The soul healing seminars (and books) offered by this ‘prophetess’ would deal with a host of psycho-sexual issues including homosexuality. Many of the people who came to the seminars had been wounded in their youth. The wounding would include rape, abandonment, neglect, beating, mistreatment and even a possible traumatic birth (breach births, cord wrapped around neck, etc.). In essence the seminars were like spiritual LSD. Through healing of memory prayers, the attendees would relive some of the painful memories and then have those memories prayed over and then supposedly vanquished, leaving the person to go on with their life without the burden of the past. At least that was the idea.

Having been around this woman for many years while attending the afore-named church I can say that she is a wonderful person with discernible good motives. She seeks to help others who had been wounded as she had been early in her life. Her seminars bring many hurting people together including homosexuals who desperately want to leave the gay lifestyle. The healing prayers offer a place to start looking at the core issues of homosexuality, issues born out of deep neurosis and family life situations.

Her seminars would talk about the re-symbolizing. Re-symbolizing is important when a person wants to leave a bad pattern or life style behind. It helps someone, with a ‘healed’ imagination, to focus on what is good, pure, noble and true. In this process, re-symbolizing replaces the image previously fixated on and even idolized and gives the person the image of the cross – the suffering Servant, arms open, who seeks to embrace you.

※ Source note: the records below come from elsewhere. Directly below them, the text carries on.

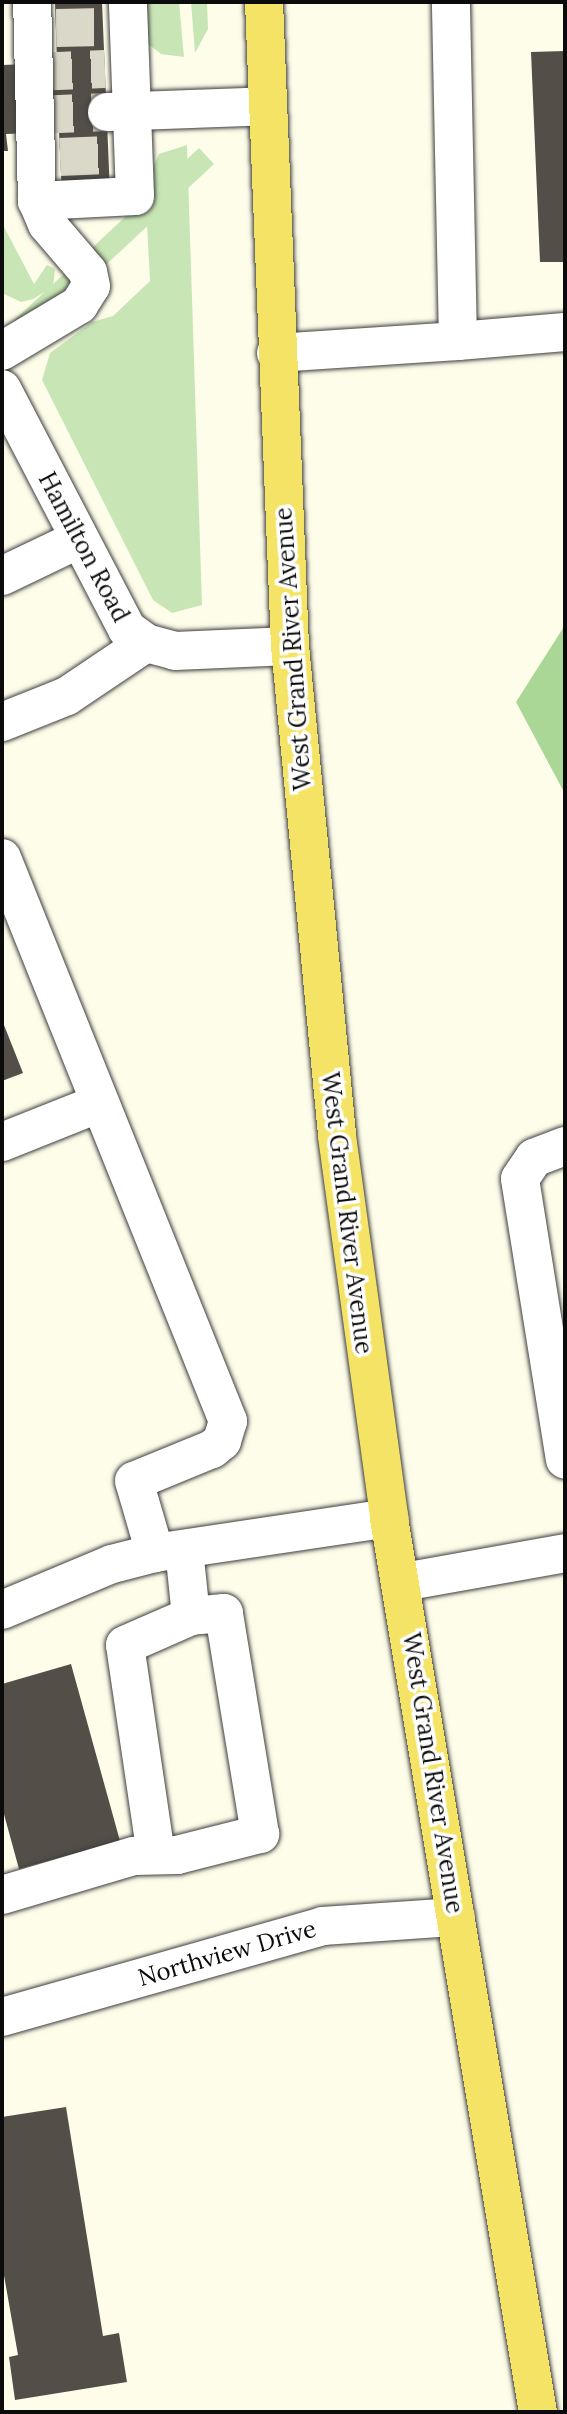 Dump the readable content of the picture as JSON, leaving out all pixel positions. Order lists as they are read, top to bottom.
{
  "streets": {
    "main road": ["West Grand River Avenue"],
    "street": ["Hamilton Road", "Northview Drive"]
  },
  "crossings": [
    ["Hamilton Road", "West Grand River Avenue"],
    ["West Grand River Avenue", "Northview Drive"]
  ]
} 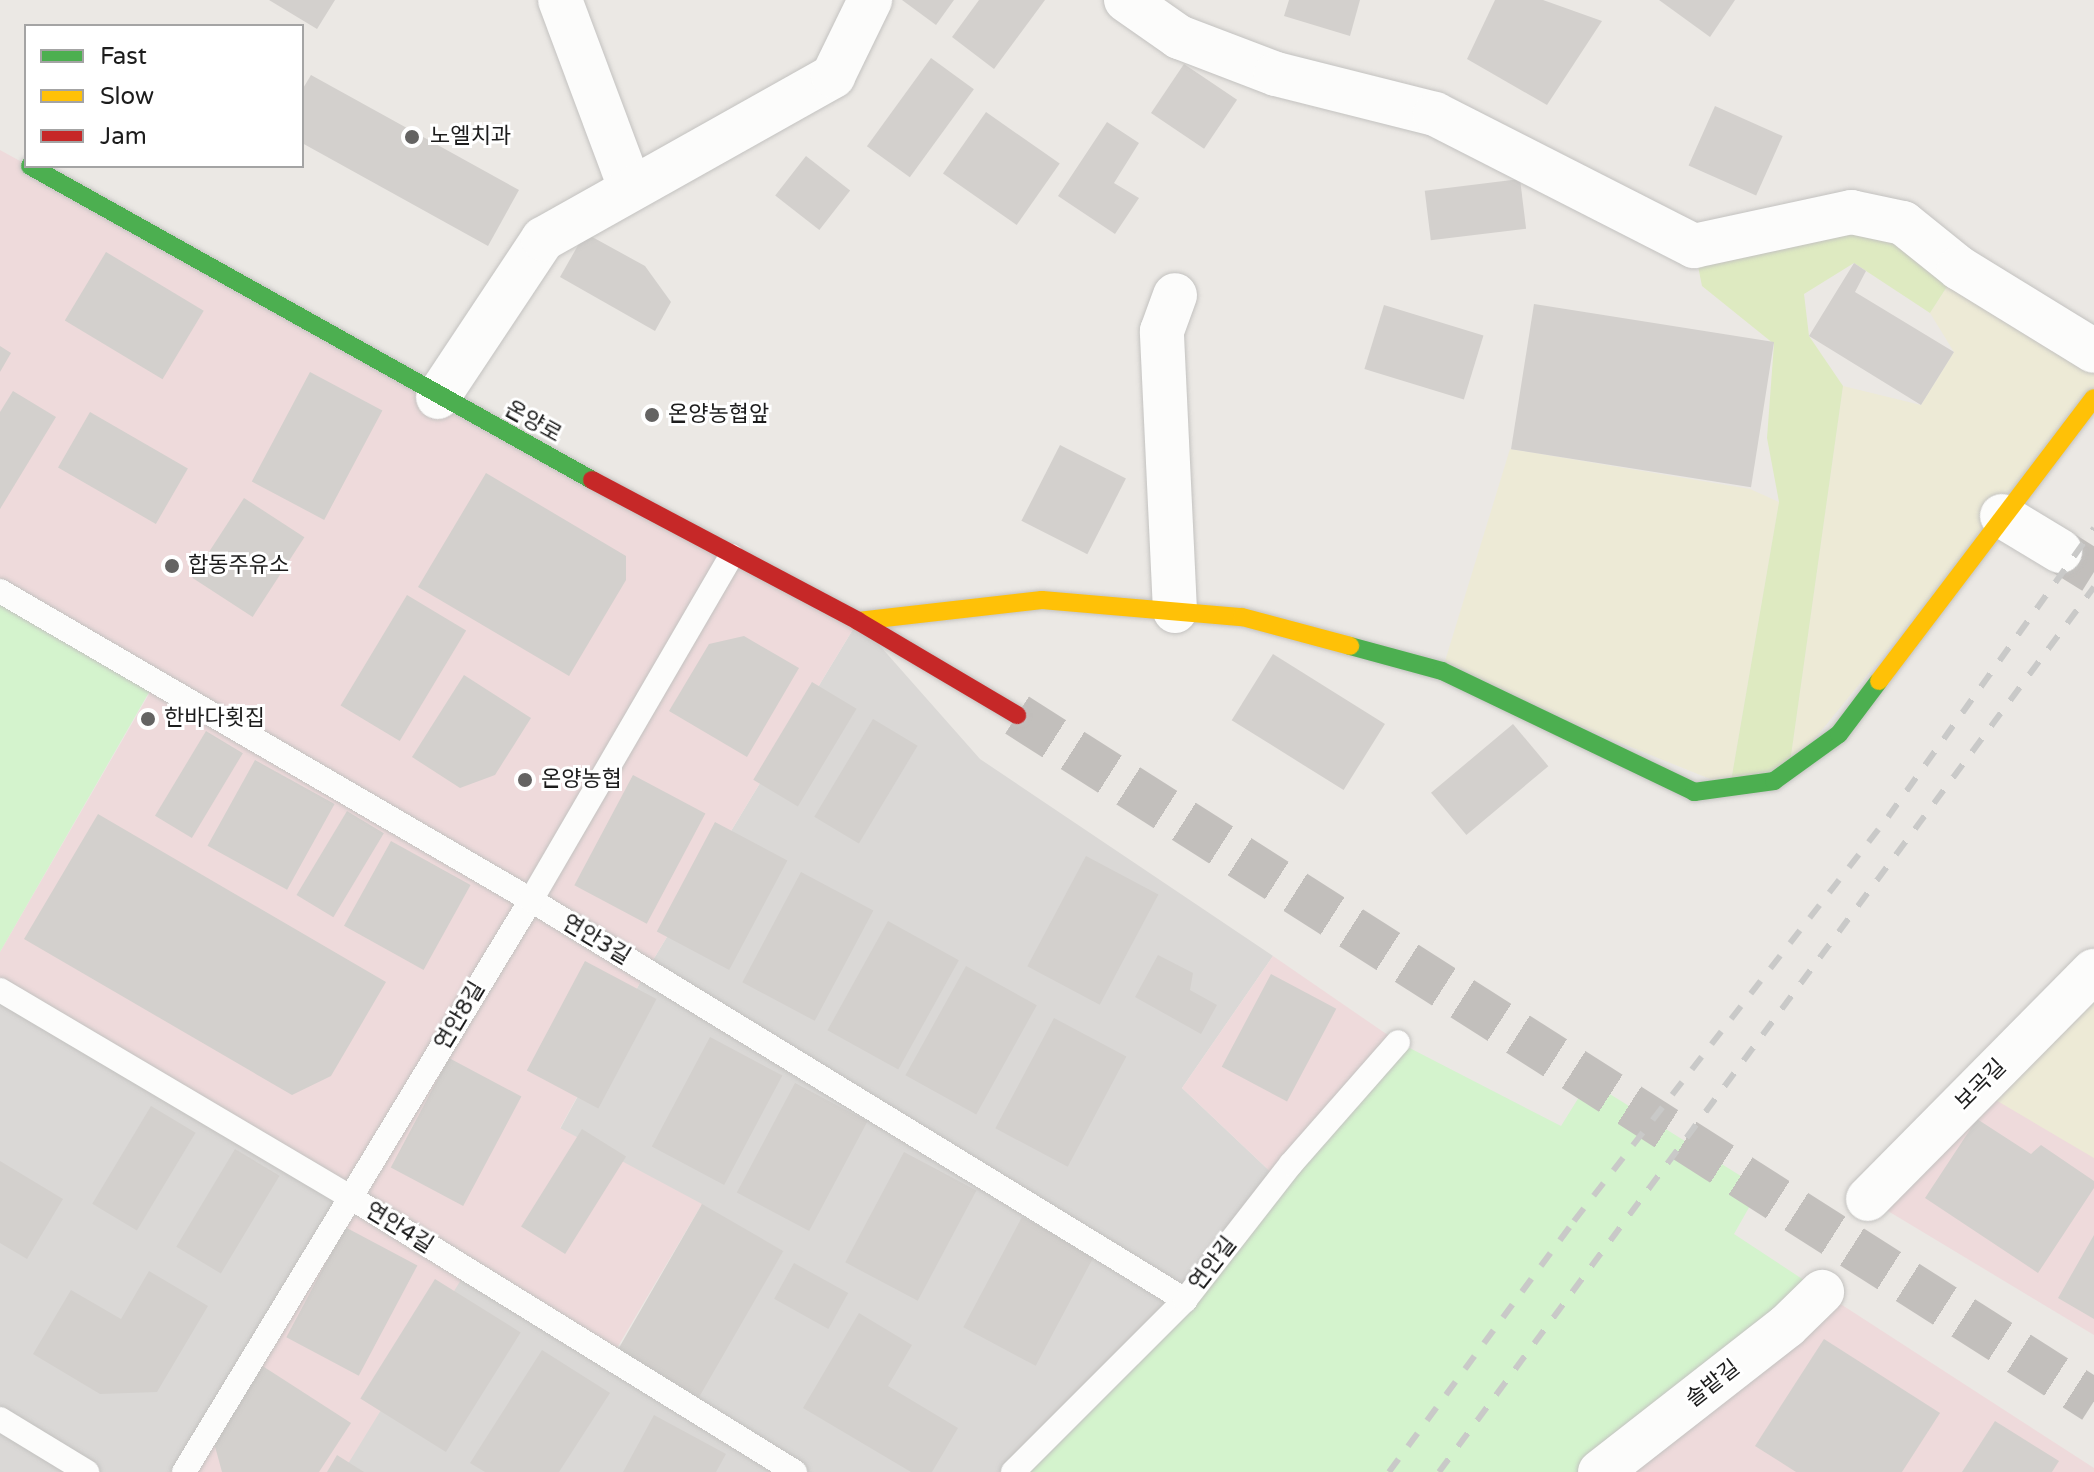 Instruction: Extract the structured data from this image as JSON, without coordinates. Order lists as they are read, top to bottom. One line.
{"streets":{"street":["온양로","보곡길","솔밭길"],"lane":["연안3길","연안8길","연안4길","연안길"]},"crossings":[["온양로","연안8길"],["연안3길","연안8길"],["연안3길","연안길"],["연안8길","연안4길"]],"places":["노엘치과","온양농협앞","합동주유소","한바다횟집","온양농협"],"legend":["Fast","Slow","Jam"]} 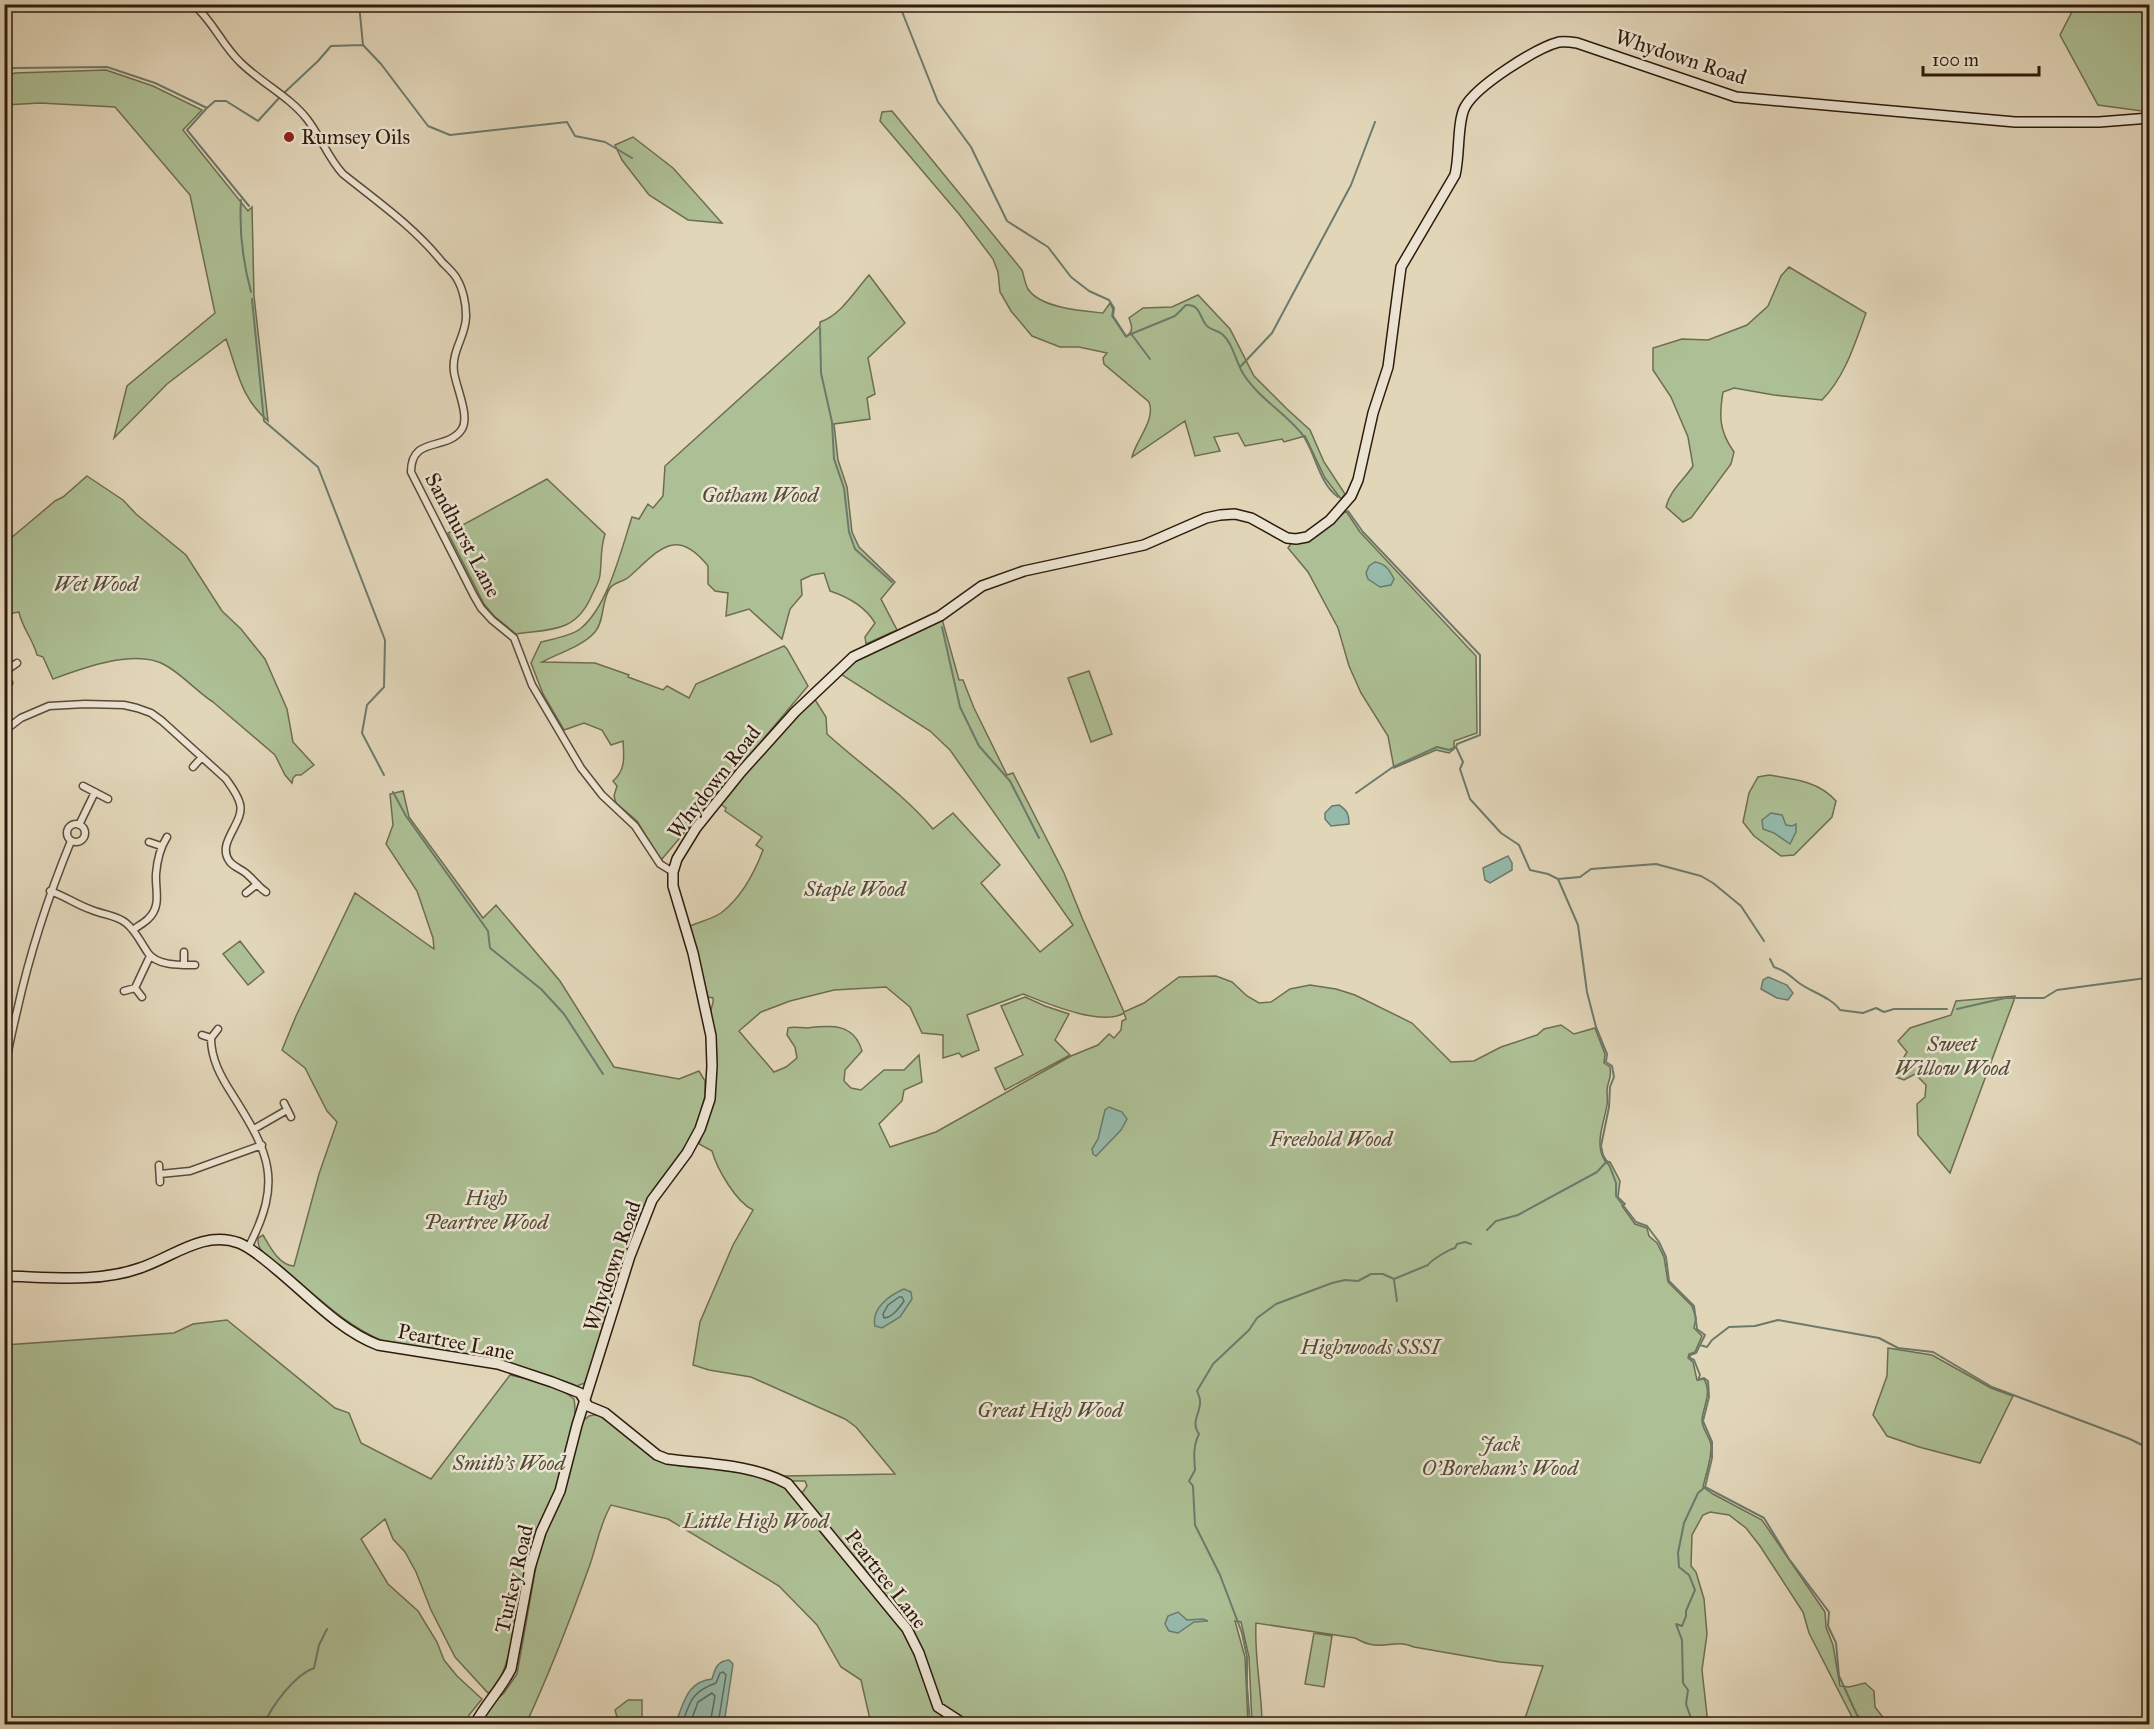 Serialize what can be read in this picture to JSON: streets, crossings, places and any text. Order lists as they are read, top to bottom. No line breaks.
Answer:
{"streets":{"street":["Whydown Road","Sandhurst Lane","Peartree Lane","Turkey Road"]},"crossings":[["Whydown Road","Sandhurst Lane"],["Whydown Road","Peartree Lane"],["Whydown Road","Turkey Road"],["Peartree Lane","Turkey Road"]],"parks":["Gotham Wood","Wet Wood","Staple Wood","Sweet Willow Wood","Freehold Wood","High Peartree Wood","Highwoods SSSI","Great High Wood","Jack O'Boreham's Wood","Smith's Wood","Little High Wood"],"places":["Rumsey Oils"],"scale_bar":"100 m"}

This message was always abundantly clear from her talks and writings.

Misogyny, the hatred of women, was one driving motive behind the origin of the ‘prophetess’ healing prayer seminars. As she recalled in one seminar, the prophetess had endured misogyny early in her life. Her mission, she felt, grew out of a need to help others who had endured oppression, hatred and worse from misogynistic people, mostly men, but women could also be misogynistic to other women and to themselves. This calling was made clear from the beginning of her writings and talks. When she related in one of her talks that she considers her misogynistic uncle an “Ass” you knew she has an axe to grind and a hatchet that needed a burial.

What wasn’t clear to me and to others are her words about the “true self”, the “true masculine” and the “true feminine”. She pointed to God as having “the True masculine and the True feminine”. What was the “True self”? What was the True Masculine? The True Feminine? And, why parse things so finely?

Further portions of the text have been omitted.